Because the comparison involves the means of two independent groups, an independent samples t-test is appropriate.

In [10]:
investment_data = pd.read_csv('../data/investment_returns.csv')
print(investment_data.head(3),'\n')
print(investment_data['Strategy_Type'].unique())

  Strategy_Type  Annual_Return
0  Quantitative      10.597379
1  Quantitative       1.656248
2  Quantitative       9.202100 

['Quantitative' 'Fundamental']


In [12]:
# Separate the annual returns by strategy type
quantitative_returns = investment_data[investment_data['Strategy_Type'] == 'Quantitative']['Annual_Return']
fundamental_returns = investment_data[investment_data['Strategy_Type'] == 'Fundamental']['Annual_Return']

print('quantitative mean returns: ', quantitative_returns.mean())
print('fundamental mean returns: ', fundamental_returns.mean(),'\n')

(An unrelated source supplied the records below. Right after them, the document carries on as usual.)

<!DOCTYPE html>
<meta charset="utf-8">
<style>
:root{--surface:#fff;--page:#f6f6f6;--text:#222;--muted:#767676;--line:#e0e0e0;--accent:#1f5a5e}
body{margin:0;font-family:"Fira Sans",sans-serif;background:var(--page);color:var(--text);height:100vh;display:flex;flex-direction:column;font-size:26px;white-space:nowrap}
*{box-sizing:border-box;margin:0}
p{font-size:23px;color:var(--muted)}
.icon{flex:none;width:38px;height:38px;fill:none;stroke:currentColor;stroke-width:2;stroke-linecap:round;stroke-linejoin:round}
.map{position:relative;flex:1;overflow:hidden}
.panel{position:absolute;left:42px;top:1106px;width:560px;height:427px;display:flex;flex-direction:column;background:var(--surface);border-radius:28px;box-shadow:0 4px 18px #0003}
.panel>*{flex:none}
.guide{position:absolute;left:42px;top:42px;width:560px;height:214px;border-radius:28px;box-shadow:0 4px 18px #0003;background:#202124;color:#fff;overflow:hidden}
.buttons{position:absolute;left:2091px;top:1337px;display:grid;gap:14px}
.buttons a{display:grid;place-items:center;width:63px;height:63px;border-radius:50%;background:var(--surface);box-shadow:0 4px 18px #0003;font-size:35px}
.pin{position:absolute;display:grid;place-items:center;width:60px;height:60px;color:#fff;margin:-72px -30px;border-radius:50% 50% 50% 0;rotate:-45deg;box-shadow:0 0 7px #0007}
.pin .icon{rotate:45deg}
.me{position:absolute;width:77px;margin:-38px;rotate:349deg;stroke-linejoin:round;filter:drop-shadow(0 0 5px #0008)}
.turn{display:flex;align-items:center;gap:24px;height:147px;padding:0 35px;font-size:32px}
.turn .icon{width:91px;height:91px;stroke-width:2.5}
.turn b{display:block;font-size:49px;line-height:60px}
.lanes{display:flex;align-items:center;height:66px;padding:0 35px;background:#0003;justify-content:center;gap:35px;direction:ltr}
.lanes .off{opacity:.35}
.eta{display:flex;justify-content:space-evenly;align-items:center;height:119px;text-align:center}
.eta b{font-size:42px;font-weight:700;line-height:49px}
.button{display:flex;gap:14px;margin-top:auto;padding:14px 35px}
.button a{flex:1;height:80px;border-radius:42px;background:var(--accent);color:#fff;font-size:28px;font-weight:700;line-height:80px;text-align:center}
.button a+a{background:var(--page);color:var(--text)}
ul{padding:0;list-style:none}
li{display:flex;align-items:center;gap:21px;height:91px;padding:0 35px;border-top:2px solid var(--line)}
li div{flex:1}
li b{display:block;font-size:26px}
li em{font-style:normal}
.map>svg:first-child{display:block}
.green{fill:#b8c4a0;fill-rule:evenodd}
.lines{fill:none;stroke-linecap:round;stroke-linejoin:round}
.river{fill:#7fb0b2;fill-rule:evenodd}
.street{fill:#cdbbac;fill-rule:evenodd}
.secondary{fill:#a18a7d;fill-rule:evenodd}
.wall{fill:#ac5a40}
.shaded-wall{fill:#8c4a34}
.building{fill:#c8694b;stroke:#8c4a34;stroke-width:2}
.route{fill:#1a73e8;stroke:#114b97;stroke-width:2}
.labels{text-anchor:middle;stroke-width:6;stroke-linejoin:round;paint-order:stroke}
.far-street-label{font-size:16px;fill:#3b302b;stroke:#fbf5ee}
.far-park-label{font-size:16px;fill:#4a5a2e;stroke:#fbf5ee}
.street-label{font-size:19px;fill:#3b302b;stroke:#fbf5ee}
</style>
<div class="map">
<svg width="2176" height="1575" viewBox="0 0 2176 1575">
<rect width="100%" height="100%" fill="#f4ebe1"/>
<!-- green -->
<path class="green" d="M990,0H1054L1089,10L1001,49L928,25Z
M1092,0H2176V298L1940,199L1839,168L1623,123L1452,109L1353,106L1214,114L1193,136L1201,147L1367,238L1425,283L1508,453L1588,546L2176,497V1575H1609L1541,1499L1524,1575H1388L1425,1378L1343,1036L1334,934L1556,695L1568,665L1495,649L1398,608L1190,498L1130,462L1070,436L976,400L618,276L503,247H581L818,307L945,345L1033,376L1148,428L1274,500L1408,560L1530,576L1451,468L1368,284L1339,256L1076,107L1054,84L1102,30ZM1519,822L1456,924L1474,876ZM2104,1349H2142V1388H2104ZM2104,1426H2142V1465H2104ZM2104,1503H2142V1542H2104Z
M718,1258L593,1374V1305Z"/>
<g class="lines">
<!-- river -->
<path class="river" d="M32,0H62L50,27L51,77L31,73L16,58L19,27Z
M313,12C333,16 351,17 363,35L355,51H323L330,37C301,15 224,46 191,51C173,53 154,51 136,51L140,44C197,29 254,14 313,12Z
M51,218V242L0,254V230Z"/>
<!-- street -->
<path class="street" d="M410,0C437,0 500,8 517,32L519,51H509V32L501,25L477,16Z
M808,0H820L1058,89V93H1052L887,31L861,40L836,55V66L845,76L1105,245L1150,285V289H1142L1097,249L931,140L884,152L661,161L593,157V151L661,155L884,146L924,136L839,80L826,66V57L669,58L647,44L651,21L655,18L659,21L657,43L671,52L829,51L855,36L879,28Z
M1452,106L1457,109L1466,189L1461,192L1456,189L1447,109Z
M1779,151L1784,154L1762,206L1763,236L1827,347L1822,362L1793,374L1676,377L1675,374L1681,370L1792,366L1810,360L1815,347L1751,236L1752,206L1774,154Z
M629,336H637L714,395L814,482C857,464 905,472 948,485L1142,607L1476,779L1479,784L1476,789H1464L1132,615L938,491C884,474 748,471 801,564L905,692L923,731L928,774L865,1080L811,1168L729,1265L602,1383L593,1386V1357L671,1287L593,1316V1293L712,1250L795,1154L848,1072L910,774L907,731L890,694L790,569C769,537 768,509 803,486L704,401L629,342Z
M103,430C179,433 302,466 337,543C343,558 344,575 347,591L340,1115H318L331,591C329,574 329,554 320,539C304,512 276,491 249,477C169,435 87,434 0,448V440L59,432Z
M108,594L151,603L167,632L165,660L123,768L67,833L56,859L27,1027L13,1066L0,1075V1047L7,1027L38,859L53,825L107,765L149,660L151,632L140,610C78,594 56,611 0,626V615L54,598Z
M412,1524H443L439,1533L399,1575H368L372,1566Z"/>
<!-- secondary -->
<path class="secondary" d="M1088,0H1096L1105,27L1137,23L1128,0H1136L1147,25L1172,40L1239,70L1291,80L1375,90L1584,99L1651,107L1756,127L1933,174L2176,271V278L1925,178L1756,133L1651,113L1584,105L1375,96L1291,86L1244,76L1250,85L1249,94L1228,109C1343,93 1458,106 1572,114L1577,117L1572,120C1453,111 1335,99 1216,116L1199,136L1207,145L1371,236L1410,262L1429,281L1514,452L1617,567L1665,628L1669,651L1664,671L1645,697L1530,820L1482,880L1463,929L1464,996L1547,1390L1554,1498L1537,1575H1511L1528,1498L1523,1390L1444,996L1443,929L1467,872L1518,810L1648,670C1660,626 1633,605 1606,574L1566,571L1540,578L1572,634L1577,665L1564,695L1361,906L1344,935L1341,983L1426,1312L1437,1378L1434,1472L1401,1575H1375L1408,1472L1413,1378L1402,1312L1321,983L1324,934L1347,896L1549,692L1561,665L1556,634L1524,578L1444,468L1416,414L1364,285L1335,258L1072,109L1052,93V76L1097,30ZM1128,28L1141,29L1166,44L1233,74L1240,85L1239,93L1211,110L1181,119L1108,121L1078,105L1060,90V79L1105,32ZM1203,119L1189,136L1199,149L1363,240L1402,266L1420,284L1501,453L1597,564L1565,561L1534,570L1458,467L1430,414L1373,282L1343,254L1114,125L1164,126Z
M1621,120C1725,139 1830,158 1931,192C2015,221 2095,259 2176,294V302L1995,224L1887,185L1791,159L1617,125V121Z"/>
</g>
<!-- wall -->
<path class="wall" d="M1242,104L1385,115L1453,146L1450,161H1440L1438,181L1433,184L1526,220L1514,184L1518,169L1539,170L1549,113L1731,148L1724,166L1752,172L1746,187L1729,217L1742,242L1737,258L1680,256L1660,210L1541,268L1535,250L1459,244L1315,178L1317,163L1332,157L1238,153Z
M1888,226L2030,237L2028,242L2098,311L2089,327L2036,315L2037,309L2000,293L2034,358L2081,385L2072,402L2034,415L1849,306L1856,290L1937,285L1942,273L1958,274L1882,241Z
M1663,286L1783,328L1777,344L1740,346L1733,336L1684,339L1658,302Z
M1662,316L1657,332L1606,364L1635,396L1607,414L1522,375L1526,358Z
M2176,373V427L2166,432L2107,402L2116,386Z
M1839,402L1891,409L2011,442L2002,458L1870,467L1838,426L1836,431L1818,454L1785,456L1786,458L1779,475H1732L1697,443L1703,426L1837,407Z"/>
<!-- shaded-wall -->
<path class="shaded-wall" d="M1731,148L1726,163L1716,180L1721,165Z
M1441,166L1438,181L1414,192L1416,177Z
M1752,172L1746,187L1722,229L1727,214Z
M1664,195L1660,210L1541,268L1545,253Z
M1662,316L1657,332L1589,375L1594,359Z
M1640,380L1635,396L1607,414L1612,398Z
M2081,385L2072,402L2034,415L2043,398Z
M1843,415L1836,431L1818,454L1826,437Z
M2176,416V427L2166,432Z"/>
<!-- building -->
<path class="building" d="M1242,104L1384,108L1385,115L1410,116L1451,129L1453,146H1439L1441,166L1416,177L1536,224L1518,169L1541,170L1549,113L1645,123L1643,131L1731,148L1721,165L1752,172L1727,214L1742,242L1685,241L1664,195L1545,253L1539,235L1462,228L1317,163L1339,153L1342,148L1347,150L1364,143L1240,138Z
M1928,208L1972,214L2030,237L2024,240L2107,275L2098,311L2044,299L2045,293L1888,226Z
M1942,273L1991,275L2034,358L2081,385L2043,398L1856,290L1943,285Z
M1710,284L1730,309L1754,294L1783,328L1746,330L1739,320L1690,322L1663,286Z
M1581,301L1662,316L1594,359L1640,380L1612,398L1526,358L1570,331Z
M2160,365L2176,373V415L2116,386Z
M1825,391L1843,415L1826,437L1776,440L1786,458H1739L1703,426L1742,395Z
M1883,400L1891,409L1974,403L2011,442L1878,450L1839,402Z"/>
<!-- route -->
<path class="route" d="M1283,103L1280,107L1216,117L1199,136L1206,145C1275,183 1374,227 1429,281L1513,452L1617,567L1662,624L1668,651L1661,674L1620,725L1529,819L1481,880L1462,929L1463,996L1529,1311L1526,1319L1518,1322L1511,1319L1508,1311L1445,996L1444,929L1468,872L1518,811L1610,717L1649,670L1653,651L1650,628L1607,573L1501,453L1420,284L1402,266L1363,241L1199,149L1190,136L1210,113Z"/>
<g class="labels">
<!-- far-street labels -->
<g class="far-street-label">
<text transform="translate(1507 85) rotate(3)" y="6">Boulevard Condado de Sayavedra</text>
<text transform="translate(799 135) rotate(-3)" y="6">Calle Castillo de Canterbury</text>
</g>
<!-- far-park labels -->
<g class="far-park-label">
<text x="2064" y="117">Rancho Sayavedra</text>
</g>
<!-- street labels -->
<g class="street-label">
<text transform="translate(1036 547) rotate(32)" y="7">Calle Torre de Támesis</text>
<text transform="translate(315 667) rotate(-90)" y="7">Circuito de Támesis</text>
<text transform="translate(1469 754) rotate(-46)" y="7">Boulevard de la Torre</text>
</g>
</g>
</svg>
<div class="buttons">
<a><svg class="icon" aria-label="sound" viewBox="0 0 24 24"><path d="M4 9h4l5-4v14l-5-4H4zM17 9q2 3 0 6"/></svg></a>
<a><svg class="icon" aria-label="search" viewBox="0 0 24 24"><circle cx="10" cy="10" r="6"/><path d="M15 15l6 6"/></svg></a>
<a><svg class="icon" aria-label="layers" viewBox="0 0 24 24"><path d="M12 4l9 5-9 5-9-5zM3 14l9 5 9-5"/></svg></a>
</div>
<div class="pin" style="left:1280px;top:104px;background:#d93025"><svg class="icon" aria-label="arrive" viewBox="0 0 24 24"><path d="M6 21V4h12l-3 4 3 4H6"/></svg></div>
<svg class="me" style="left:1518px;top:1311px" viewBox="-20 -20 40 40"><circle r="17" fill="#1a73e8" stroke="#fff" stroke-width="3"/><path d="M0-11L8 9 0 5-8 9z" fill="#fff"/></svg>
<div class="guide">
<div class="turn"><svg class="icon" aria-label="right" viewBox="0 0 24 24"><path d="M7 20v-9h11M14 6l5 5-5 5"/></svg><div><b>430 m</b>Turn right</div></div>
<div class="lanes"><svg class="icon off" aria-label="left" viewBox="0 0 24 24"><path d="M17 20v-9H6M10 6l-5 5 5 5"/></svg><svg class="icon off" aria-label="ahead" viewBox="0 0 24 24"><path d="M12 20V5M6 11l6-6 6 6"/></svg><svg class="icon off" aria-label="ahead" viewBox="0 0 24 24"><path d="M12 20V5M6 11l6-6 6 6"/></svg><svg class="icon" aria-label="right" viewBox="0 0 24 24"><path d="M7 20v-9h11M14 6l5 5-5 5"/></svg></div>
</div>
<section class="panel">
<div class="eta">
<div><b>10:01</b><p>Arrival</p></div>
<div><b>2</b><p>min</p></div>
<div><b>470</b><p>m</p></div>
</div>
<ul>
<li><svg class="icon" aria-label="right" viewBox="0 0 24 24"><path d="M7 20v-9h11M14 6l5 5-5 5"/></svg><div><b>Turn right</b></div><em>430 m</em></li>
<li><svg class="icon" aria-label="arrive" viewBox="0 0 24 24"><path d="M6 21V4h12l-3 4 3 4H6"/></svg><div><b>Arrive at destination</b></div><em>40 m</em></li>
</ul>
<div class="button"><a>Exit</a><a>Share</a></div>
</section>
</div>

# Perform the independent samples t-test between the two groups
t_stat, p_val = ttest_ind(quantitative_returns, fundamental_returns)
print('p-value: ', p_val)

quantitative mean returns:  8.351169678745862
fundamental mean returns:  5.706740072154287 

p-value:  2.0567003424807146e-14


#### Conclusion:
Assume a significance level of 0.1. The P-value is much smaller than alpha, suggesting a significant difference in returns between the two strategies.